PROBLEM DESCRIPTION -
Retype each entry below exactly. Do not carry any image over.

PROVIDED DATA -

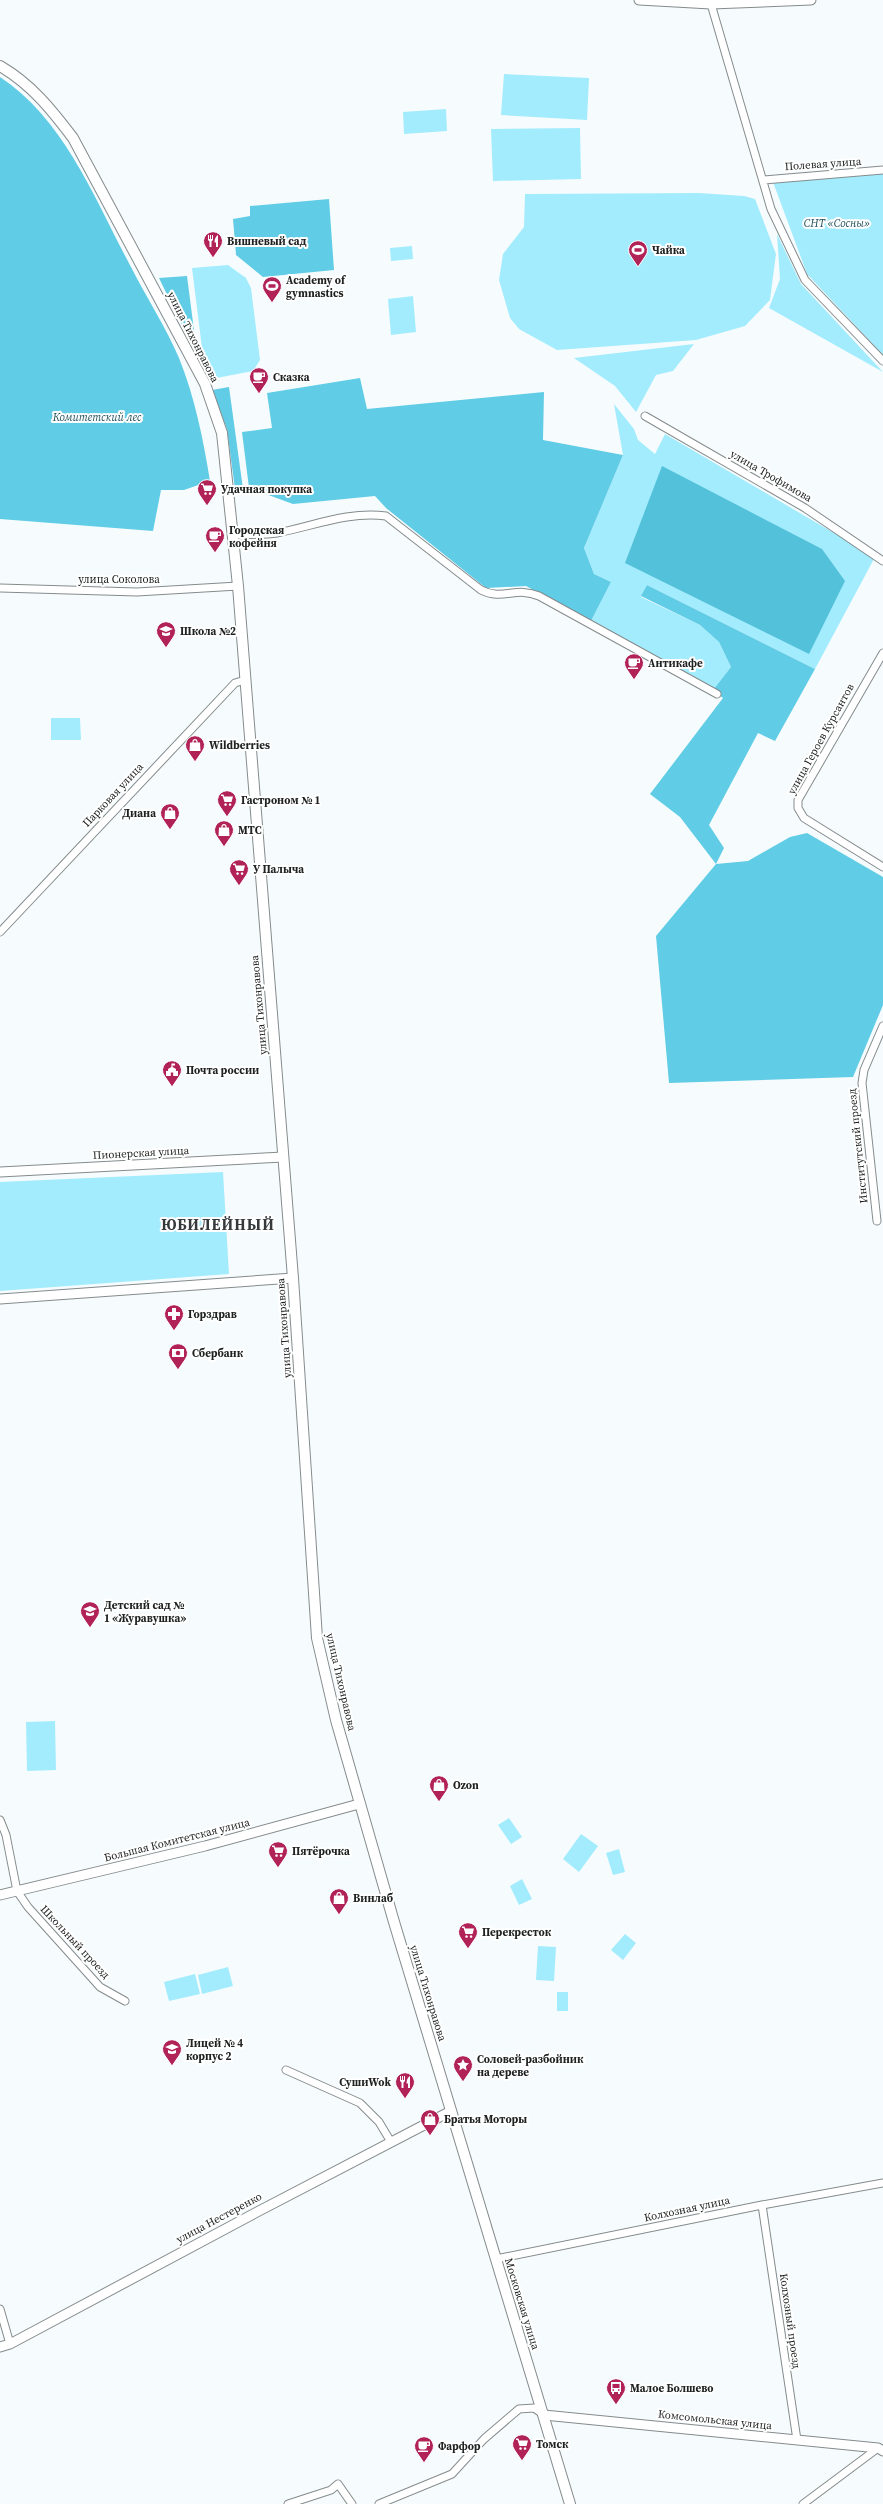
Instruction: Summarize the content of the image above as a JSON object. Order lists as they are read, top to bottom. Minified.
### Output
{"streets":{"main road":["улица Тихонравова","Московская улица"],"street":["Полевая улица","улица Трофимова","улица Соколова","улица Героев Курсантов","Парковая улица","Институтский проезд","Пионерская улица","Большая Комитетская улица","Школьный проезд","Колхозная улица","улица Нестеренко","Колхозный проезд","Комсомольская улица"]},"crossings":[["улица Тихонравова","улица Соколова"],["улица Тихонравова","Парковая улица"],["улица Тихонравова","Пионерская улица"],["улица Тихонравова","Большая Комитетская улица"],["улица Тихонравова","улица Нестеренко"],["улица Тихонравова","Московская улица"],["Большая Комитетская улица","Школьный проезд"],["Колхозная улица","Московская улица"],["Колхозная улица","Колхозный проезд"],["улица Нестеренко","Московская улица"],["Московская улица","Комсомольская улица"],["Колхозный проезд","Комсомольская улица"]],"districts":["ЮБИЛЕЙНЫЙ"],"parks":["СНТ «Сосны»","Комитетский лес"],"places":{"restaurant":["Вишневый сад","СушиWok"],"sports":["Чайка","Academy of gymnastics"],"cafe":["Сказка","Городская кофейня","Антикафе","Фарфор"],"supermarket":["Удачная покупка","Гастроном № 1","У Палыча","Пятёрочка","Перекресток","Томск"],"school or university":["Школа №2","Детский сад № 1 «Журавушка»","Лицей № 4 корпус 2"],"shop":["Wildberries","Диана","МТС","Ozon","Винлаб","Братья Моторы"],"public building":["Почта россии"],"pharmacy":["Горздрав"],"bank":["Сбербанк"],"place":["Соловей-разбойник на дереве"],"bus stop":["Малое Болшево"]}}
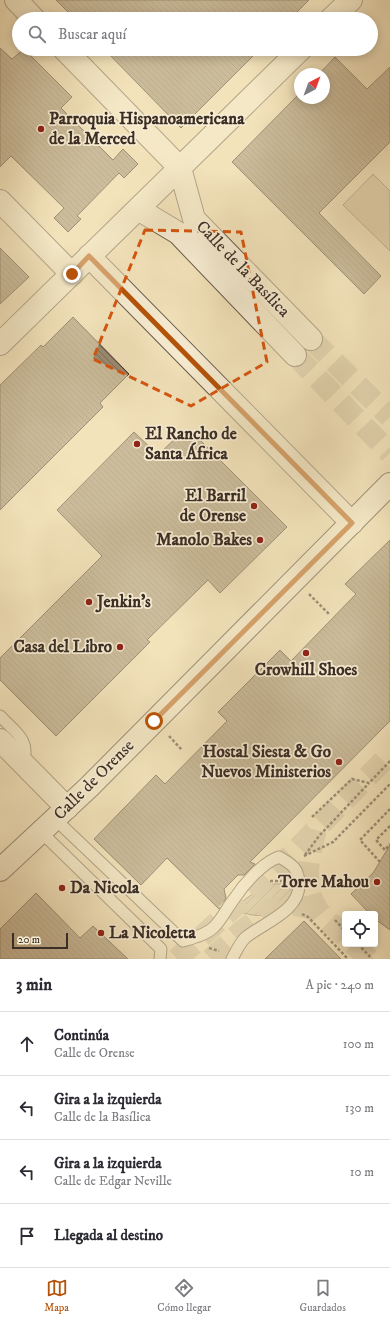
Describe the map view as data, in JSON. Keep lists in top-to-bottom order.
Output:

RESPONSE AREA -
Instruction: Summarize the content of the image above as a JSON object. Order lists as they are read, top to bottom. Minified.
### Output
{"streets":{"main road":["улица Тихонравова","Московская улица"],"street":["Полевая улица","улица Трофимова","улица Соколова","улица Героев Курсантов","Парковая улица","Институтский проезд","Пионерская улица","Большая Комитетская улица","Школьный проезд","Колхозная улица","улица Нестеренко","Колхозный проезд","Комсомольская улица"]},"crossings":[["улица Тихонравова","улица Соколова"],["улица Тихонравова","Парковая улица"],["улица Тихонравова","Пионерская улица"],["улица Тихонравова","Большая Комитетская улица"],["улица Тихонравова","улица Нестеренко"],["улица Тихонравова","Московская улица"],["Большая Комитетская улица","Школьный проезд"],["Колхозная улица","Московская улица"],["Колхозная улица","Колхозный проезд"],["улица Нестеренко","Московская улица"],["Московская улица","Комсомольская улица"],["Колхозный проезд","Комсомольская улица"]],"districts":["ЮБИЛЕЙНЫЙ"],"parks":["СНТ «Сосны»","Комитетский лес"],"places":{"restaurant":["Вишневый сад","СушиWok"],"sports":["Чайка","Academy of gymnastics"],"cafe":["Сказка","Городская кофейня","Антикафе","Фарфор"],"supermarket":["Удачная покупка","Гастроном № 1","У Палыча","Пятёрочка","Перекресток","Томск"],"school or university":["Школа №2","Детский сад № 1 «Журавушка»","Лицей № 4 корпус 2"],"shop":["Wildberries","Диана","МТС","Ozon","Винлаб","Братья Моторы"],"public building":["Почта россии"],"pharmacy":["Горздрав"],"bank":["Сбербанк"],"place":["Соловей-разбойник на дереве"],"bus stop":["Малое Болшево"]}}
Describe the map view as data, in JSON. Keep lists in top-to-bottom order.
Output:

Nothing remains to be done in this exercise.